Below is the full text of Bishop Paul's homily for the Baptism of the Lord 2022.
Readings of the Day: Isaiah 40,1-5.9-11; Titus 2,11-14;3,4-7; Luke 3,15-16.21-22 Sometimes we need to refresh our memory, especially when we are passing through a crisis. Then it can be very helpful to go back to the place where we had a primary good experience: A couple in difficulty may visit the place of their first kiss or the church where their marriage was blessed. As Christians we may go from time to time and see the place of our baptism. Going back to the venue where something important in our life happened, can be very touching and give us new dynamic.
The feast of the baptism of our Lord brings us back in spirit to the river Jordan where Jesus had a decisive life-experience. When he was baptized by John the Baptist, it happened that the sky opened above Jesus. The Spirit of God descended in the form of a dove from the open sky and hovered over Jesus and the water. That reminds us the first book of the Bible where at the beginning of the creation the Spirit hovered over the waters. In today’s gospel we hear the voice from heaven, saying to Jesus, “You are my beloved Son.” He is the new Adam who will overcome the fall of the first Adam. In Jesus the new Creation begins.
Our own Baptism was the moment when the heaven was also torn open, and the Spirit hovered over us. Over each of us the voice from heaven said: “You are my beloved child.” In Baptism we all have become adopted sons and daughters of God and therefore are brothers and sisters of Jesus and in Jesus. The baptism is the key to the understanding of the identity of Jesus. Equally, our own baptism is the key of understanding our own identity. Listen again to the core of today’s gospel: “After all the people had been baptized and Jesus also had been baptized and was praying, heaven was opened and the holy Spirit descended upon him in bodily form like a dove. And a voice came from heaven, "You are my beloved Son; with you I am well pleased" (Luke 3:21-22). If we continue to read Luke’s gospel, we discover that the Evangelist step by step reveals what this sonship implies. Being Son is realized in prayer (only Luke speaks so often about the prayer of Jesus). To be a child of God means also in our lives to live this relationship in prayer.

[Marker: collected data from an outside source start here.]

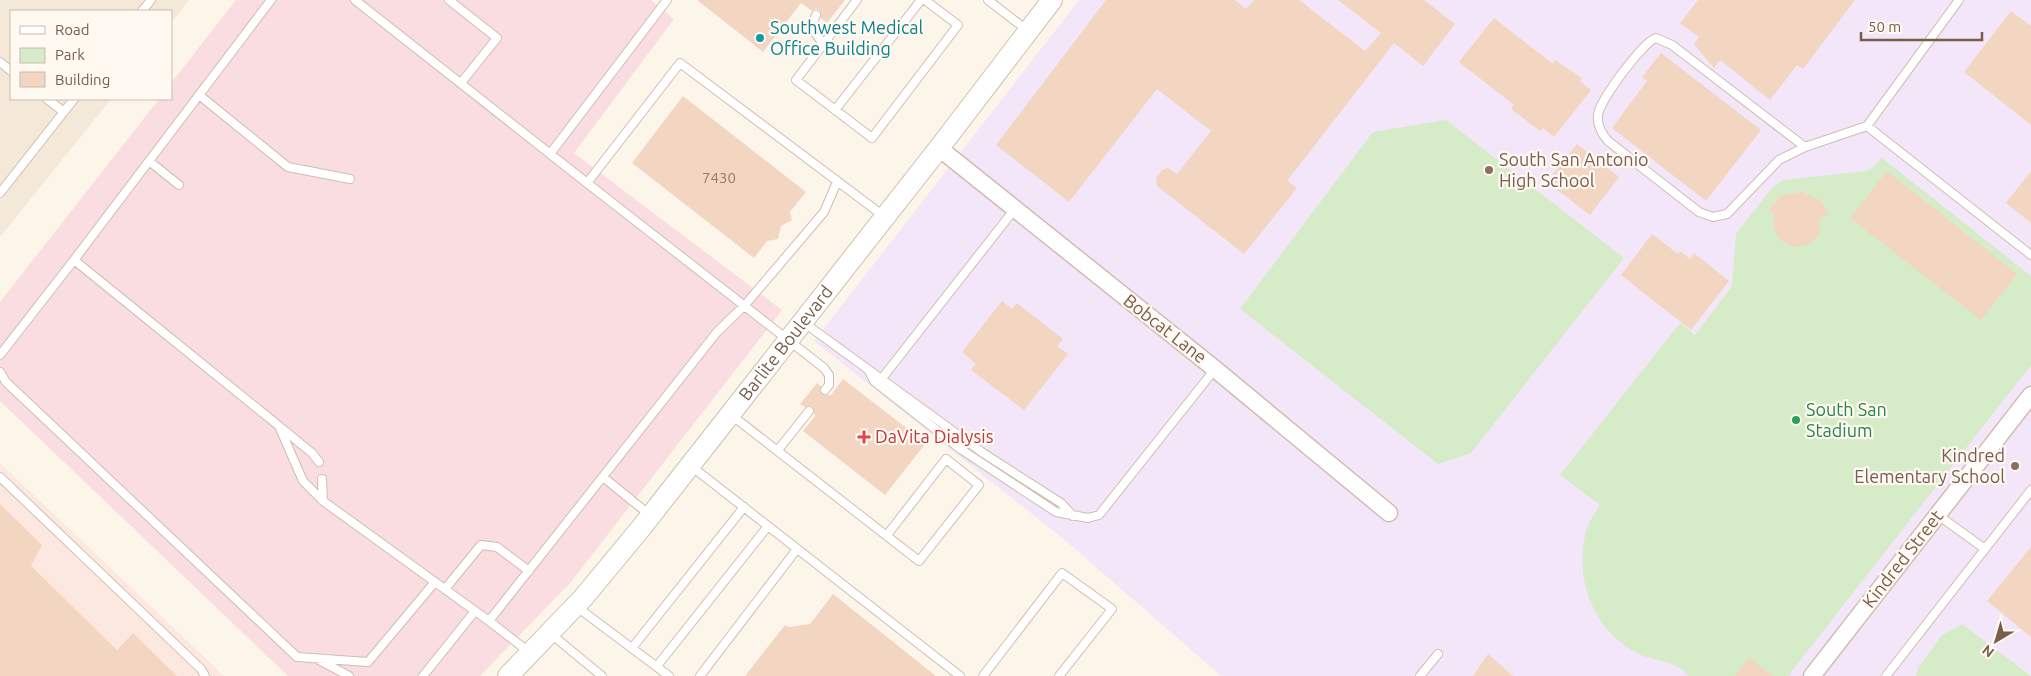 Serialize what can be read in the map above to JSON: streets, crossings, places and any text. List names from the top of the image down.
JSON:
{
  "streets": {
    "street": ["Bobcat Lane", "Barlite Boulevard", "Kindred Street"]
  },
  "crossings": [
    ["Bobcat Lane", "Barlite Boulevard"]
  ],
  "places": {
    "other": [
      "Southwest Medical Office Building",
      "South San Antonio High School",
      "South San Stadium",
      "Kindred Elementary School"
    ],
    "health": ["DaVita Dialysis"]
  },
  "house_numbers": ["7430"],
  "legend": ["Road", "Park", "Building"],
  "scale_bar": "50 m",
  "north": "bottom left"
}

Jesus introduces his disciples and all of us into his confidentiality with the Father: “At that very moment he rejoiced (in) the Holy Spirit and said, "I give you praise, Father, Lord of heaven and earth... No one knows who the Son is except the Father, and who the Father is except the Son and anyone to whom the Son wishes to reveal him" (Luke 10:21-22). In consequence, he teaches his disciples to address God as “Our Father” (Luke 11:2-4) and to join him in his mother tongue: “Abba, Father!”
Being the Son of God does not mean that Jesus was never put to the test. And it does not mean that we as children of God could escape the suffering. Remember Jesus in the garden of Gethsemane: “After withdrawing about a stone's throw from them and kneeling, he prayed, saying, "Father, if you are willing, take this cup away from me; still, not my will but yours be done" (Luke 22:40-41).
To live as a child of God has the implication to live the love and the spirit of forgiveness as Jesus did: "Father, forgive them, they know not what they do" (Luke 23:34). Children of God are people with the spirit of reconciliation. As adopted children we have to surrender ourselves in the same confidence as Jesus did on the cross: “In a loud voice he cried out, ‘Father, into your hands I commend my spirit’; and when he had said this he breathed his last” (Luke 23:46).
Dear brothers and sisters, the feast of the baptism of our Lord invites us to renew our own baptism commitment. We need the courage to stand where Jesus stood, and the sky will again be torn open over us. We express our being as children of God in prayer (alone and in communion with others). When we come to our own garden of Gethsemane, we kneel with Jesus down and pray that we come in agreement with the will of the Father. We are called to love and pardon as Jesus did on the cross. Then we will be able to commend our spirit into the hands of the Father when the hour of our death comes. To follow Jesus requires endurance. For this he has given provision in the Holy Eucharist, which helps us not to give up but to keep pace with him – in good and in bad times. Amen.